## What is required:
Below are the entries; return every line among them that holds the word "bottom".

[The records Boundary: Start]

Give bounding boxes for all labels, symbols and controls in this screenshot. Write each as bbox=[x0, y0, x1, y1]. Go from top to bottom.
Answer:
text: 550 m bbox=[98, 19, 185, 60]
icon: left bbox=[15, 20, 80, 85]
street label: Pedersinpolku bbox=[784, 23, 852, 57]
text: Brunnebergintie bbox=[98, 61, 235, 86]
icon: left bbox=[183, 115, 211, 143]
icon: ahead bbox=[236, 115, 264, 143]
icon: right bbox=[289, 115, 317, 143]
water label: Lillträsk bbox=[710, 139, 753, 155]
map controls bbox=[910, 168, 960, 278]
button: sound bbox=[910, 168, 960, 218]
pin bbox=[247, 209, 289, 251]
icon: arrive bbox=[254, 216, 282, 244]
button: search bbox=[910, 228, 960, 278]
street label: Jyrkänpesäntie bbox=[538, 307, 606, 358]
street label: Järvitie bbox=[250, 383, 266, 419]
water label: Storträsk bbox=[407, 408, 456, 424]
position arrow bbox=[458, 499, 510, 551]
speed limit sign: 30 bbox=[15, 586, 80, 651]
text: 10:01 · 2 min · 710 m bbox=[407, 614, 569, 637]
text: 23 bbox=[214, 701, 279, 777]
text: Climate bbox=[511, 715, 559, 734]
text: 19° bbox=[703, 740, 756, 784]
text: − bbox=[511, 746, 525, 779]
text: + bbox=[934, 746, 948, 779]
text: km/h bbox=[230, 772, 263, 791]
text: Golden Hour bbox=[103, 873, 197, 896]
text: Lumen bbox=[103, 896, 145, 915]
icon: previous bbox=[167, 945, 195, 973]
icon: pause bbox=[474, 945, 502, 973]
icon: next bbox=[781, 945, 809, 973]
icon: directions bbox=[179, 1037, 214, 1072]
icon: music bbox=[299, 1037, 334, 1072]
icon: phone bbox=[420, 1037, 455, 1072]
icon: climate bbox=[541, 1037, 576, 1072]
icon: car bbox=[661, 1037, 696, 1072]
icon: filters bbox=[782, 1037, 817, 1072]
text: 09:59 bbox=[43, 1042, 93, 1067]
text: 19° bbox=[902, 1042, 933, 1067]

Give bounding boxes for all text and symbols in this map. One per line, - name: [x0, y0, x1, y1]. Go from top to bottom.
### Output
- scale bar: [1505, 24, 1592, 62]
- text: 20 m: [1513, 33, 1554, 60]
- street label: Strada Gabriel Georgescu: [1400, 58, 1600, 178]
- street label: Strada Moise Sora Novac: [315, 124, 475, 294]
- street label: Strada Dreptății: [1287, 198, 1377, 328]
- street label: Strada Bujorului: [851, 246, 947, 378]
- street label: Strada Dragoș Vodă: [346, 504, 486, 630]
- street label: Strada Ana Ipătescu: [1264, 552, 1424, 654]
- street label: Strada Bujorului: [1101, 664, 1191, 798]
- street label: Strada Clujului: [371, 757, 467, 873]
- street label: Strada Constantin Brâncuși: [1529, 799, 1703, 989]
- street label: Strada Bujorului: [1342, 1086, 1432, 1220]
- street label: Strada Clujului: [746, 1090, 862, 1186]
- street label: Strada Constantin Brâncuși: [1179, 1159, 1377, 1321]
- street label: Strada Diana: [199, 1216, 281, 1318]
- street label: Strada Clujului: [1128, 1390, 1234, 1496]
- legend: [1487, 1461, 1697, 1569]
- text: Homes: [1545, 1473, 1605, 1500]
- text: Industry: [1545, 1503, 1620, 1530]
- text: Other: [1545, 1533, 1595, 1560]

[The records Boundary: End]
[The records Boundary: Start]

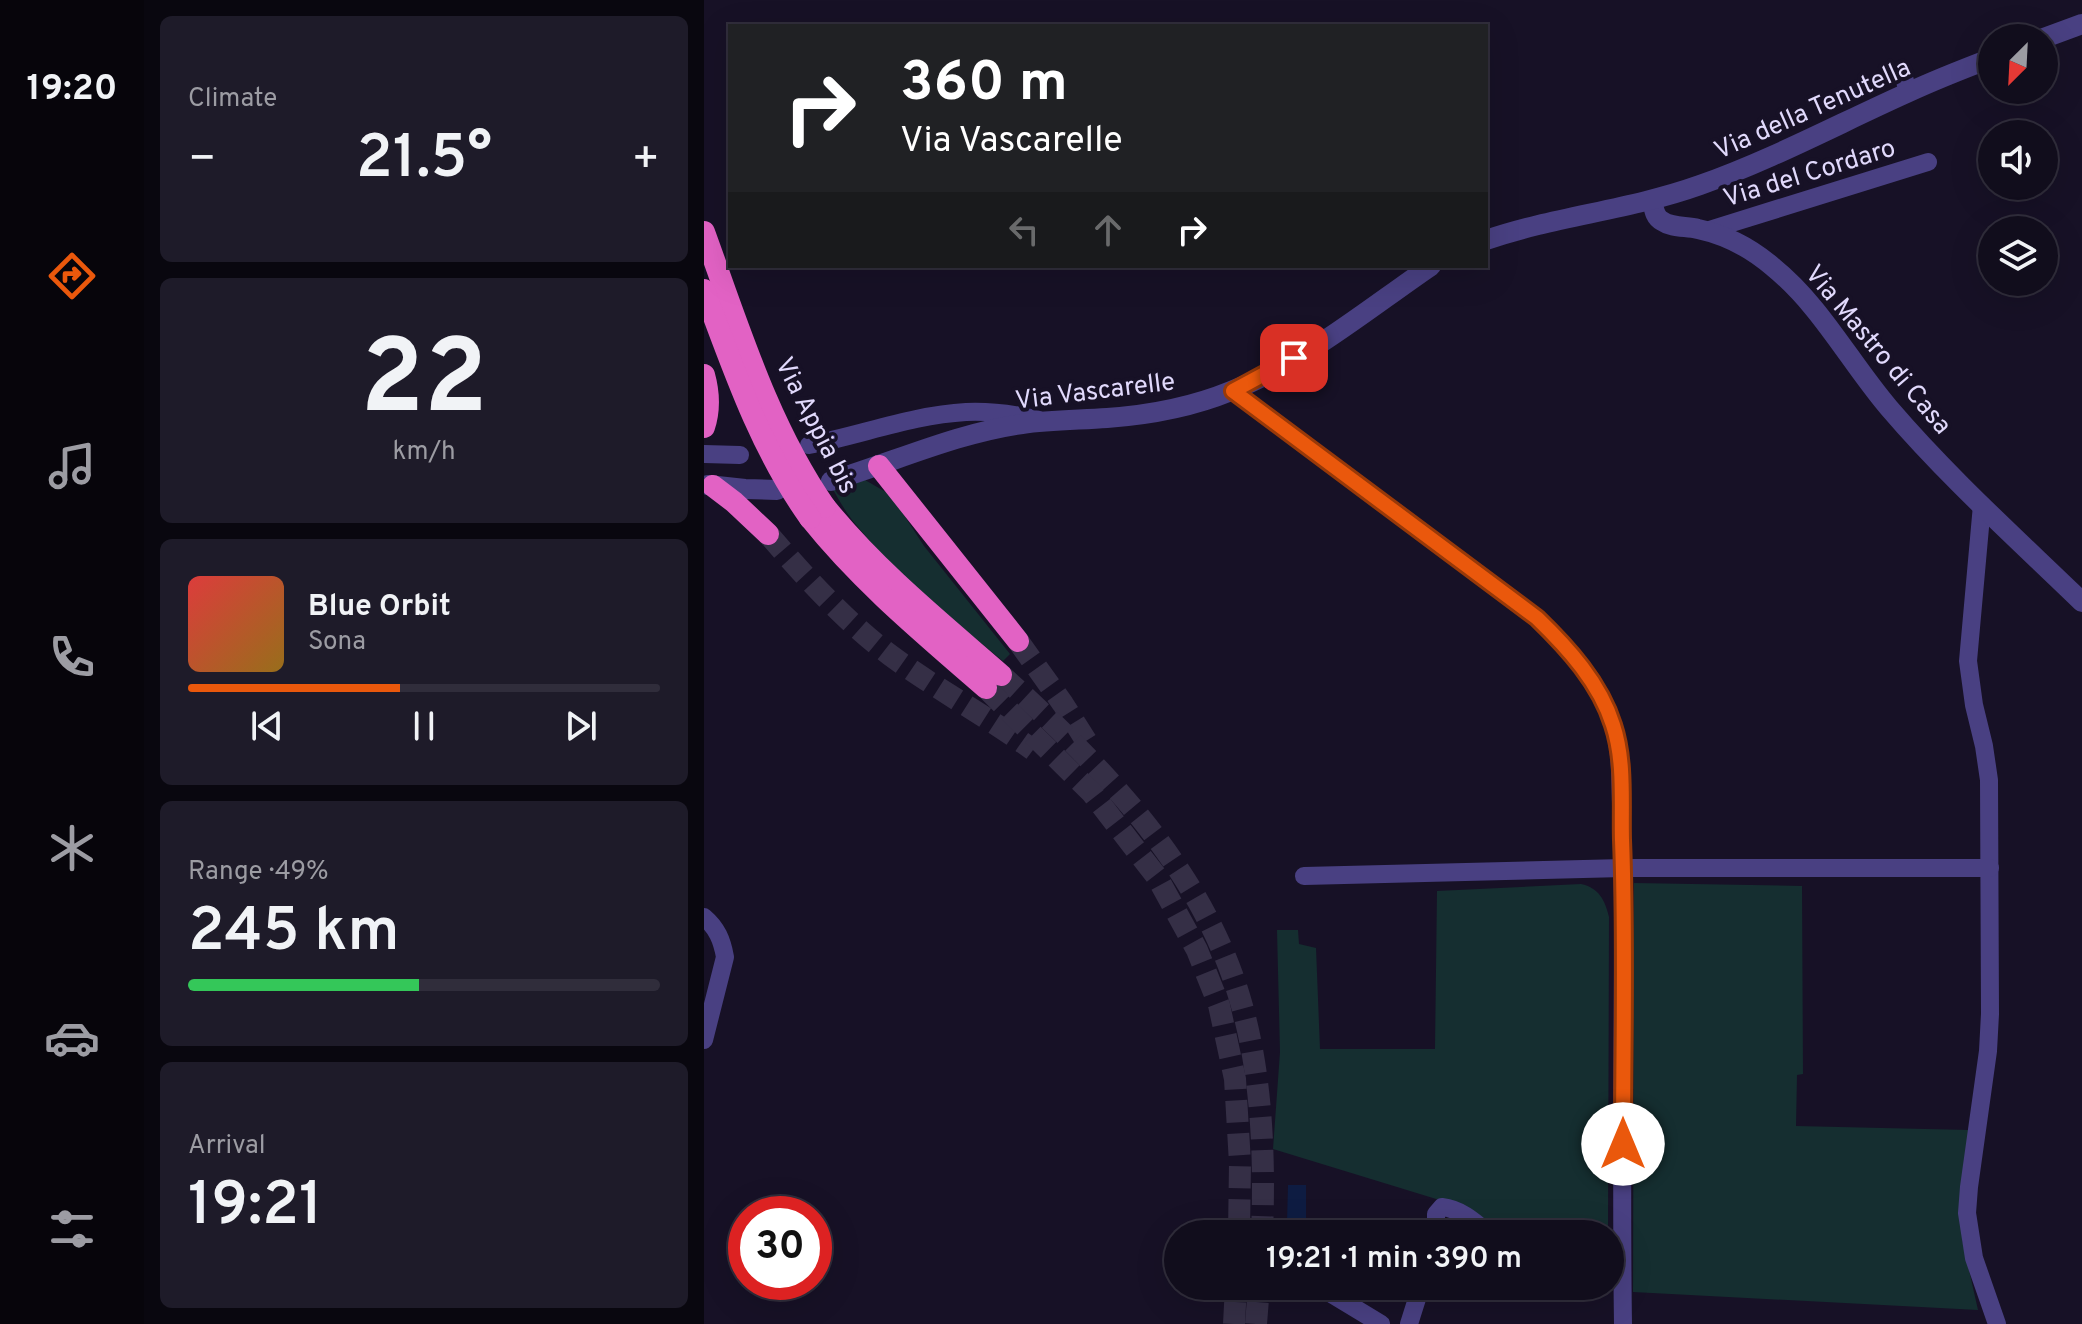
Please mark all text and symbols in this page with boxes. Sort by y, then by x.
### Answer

[The records Boundary: End]

## Answer below:
Give bounding boxes for all labels, symbols and controls in this screenshot. Write each as bbox=[x0, y0, x1, y1]. Go from top to bottom.
Give bounding boxes for all text and symbols in this map. One per line, - name: [x0, y0, x1, y1]. Go from top to bottom.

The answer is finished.